6. The composite porous bone scaffold according to claim 1 or 2, wherein the BBG powder is prepared by a conventional melt quenching method and comprises the following components in percentage by mass: b is₂O₃：45～60％、MgO：2～8％、CaO：15～25％、Na₂O：3～10％、K₂O: 10-15% and SrO: 1-8%; or

The BBG powder further comprises ZnO: 0.5 to 2 percent.

7. A preparation method of a BBG/PCL composite porous bone scaffold comprises the following steps:

8. The method of claim 7, wherein the predetermined parameters include: the preheating temperature is 40-50 ℃, the laser power is 2-15W, the scanning speed is 500-3000 mm/s, the scanning interval is 0.1-0.2 mm, and the thickness of the powder layer is 0.1-0.2 mm.

9. A powder composition for a bone scaffold comprising 5-20 wt% of BBG powder and 80-95 wt% of PCL powder, wherein the BBG powder has a particle size distribution of 12-90 μm and the PCL powder has a particle size distribution of 28-200 μm.

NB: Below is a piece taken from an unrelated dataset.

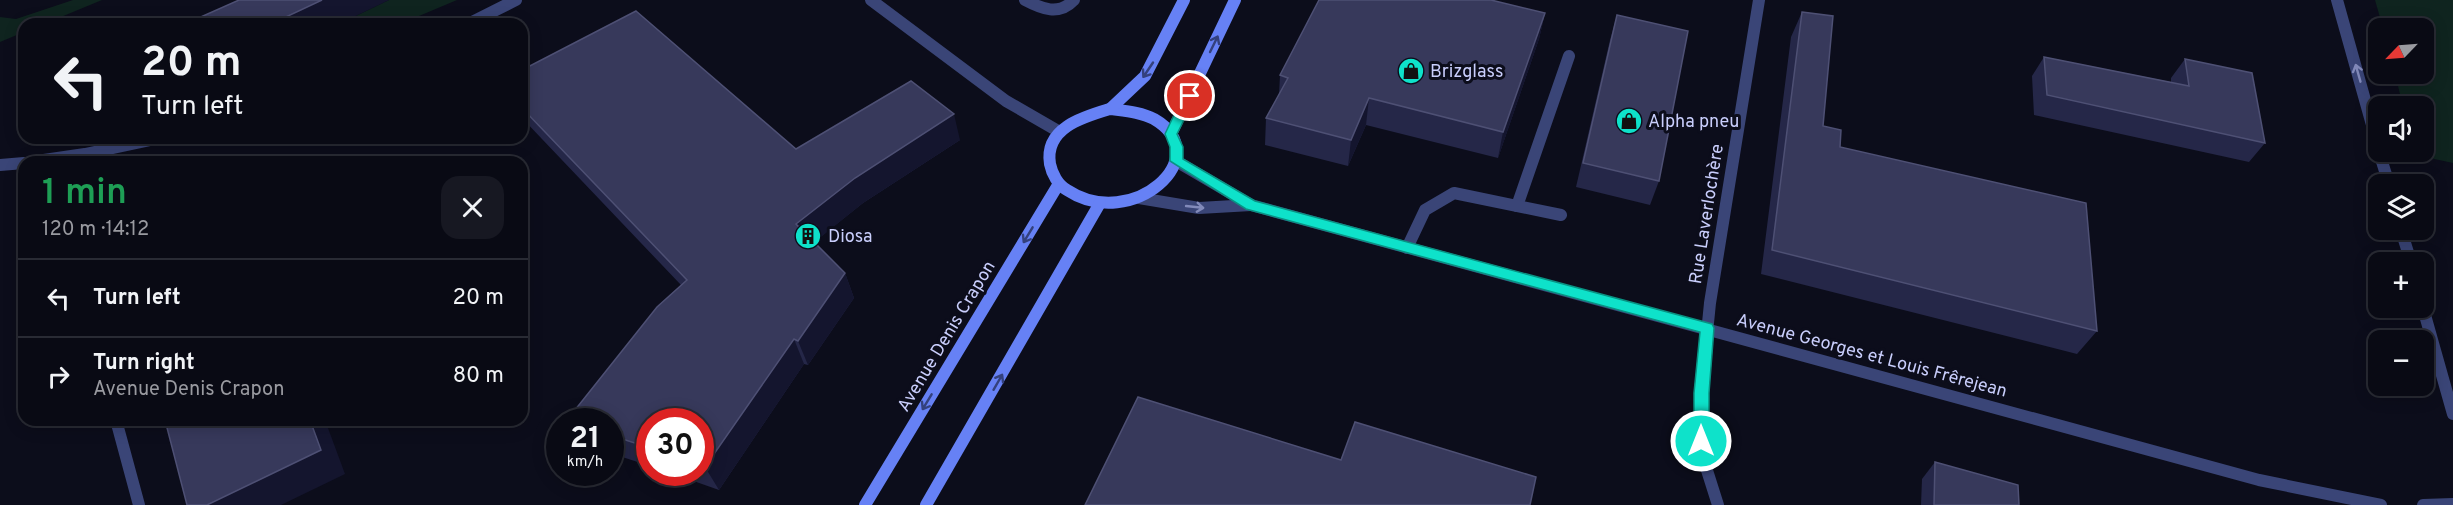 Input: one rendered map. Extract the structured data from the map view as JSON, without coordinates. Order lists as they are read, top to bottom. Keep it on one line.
{"streets":{"main road":["Avenue Denis Crapon"],"street":["Rue Laverlochère","Avenue Georges et Louis Frêrejean"]},"crossings":[["Rue Laverlochère","Avenue Georges et Louis Frêrejean"],["Avenue Denis Crapon","Avenue Georges et Louis Frêrejean"]],"places":{"shop":["Brizglass","Alpha pneu"],"building":["Diosa"]},"north":"bottom left","page":{"map_buttons":["+","−"],"turn":["20 m","Turn left"],"heading":["1 min","120 m · 14:12"],"list":[{"name":"Turn left","value":"20 m"},{"name":"Turn right","note":"Avenue Denis Crapon","value":"80 m"}],"speed":"21 km/h","limit":"30"}}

10. The powder composition for bone scaffolds according to claim 9, wherein the BBG powder is prepared by a conventional melt quenching method, and comprises the following components in percentage by mass: b is₂O₃：45～60％、MgO：2～8％、CaO：15～25％、Na₂O：3～10％、K₂O: 10-15% and SrO: 1-8%; or

The BBG powder further comprises ZnO: 0.5 to 2 percent.

The application of BBG in improving the adsorption performance of PCL on protein is to uniformly mix BBG powder and PCL powder and then prepare the BBG/PCL composite porous bone scaffold through selective laser sintering, wherein the BBG powder accounts for more than 5% of the BBG/PCL composite porous bone scaffold by mass.